• What the task asks: Report every line of the records below that includes the string "Signorelli".

"""

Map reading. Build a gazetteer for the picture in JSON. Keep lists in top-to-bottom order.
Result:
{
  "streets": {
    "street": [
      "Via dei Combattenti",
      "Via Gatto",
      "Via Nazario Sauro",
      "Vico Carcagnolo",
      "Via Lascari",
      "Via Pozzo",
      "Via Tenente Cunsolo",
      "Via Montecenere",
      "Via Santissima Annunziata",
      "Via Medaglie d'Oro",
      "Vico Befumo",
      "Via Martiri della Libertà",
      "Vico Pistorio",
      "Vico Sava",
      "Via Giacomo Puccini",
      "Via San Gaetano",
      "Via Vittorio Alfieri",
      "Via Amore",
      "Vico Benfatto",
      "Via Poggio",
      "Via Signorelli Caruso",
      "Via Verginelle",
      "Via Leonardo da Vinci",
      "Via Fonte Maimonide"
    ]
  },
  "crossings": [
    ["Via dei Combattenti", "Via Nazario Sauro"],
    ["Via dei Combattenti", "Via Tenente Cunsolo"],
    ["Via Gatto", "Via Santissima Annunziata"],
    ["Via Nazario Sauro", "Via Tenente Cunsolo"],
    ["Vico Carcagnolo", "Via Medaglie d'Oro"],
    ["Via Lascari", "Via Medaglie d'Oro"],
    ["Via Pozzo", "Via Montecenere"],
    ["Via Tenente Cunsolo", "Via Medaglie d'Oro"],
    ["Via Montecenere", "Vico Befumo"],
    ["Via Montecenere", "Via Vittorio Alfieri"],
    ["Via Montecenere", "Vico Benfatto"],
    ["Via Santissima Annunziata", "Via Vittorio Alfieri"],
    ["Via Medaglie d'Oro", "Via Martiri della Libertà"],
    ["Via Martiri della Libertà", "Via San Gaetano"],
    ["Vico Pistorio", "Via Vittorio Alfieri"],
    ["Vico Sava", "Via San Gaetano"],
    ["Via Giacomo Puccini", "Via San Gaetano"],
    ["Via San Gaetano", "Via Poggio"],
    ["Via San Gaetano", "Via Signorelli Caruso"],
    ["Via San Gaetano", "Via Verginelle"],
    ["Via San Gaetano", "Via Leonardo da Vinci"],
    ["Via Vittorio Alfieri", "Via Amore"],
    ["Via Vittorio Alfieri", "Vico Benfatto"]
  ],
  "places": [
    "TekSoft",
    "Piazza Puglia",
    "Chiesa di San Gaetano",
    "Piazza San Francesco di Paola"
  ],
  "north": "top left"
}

"""

• Written answer:
      "Via Signorelli Caruso",
    ["Via San Gaetano", "Via Signorelli Caruso"],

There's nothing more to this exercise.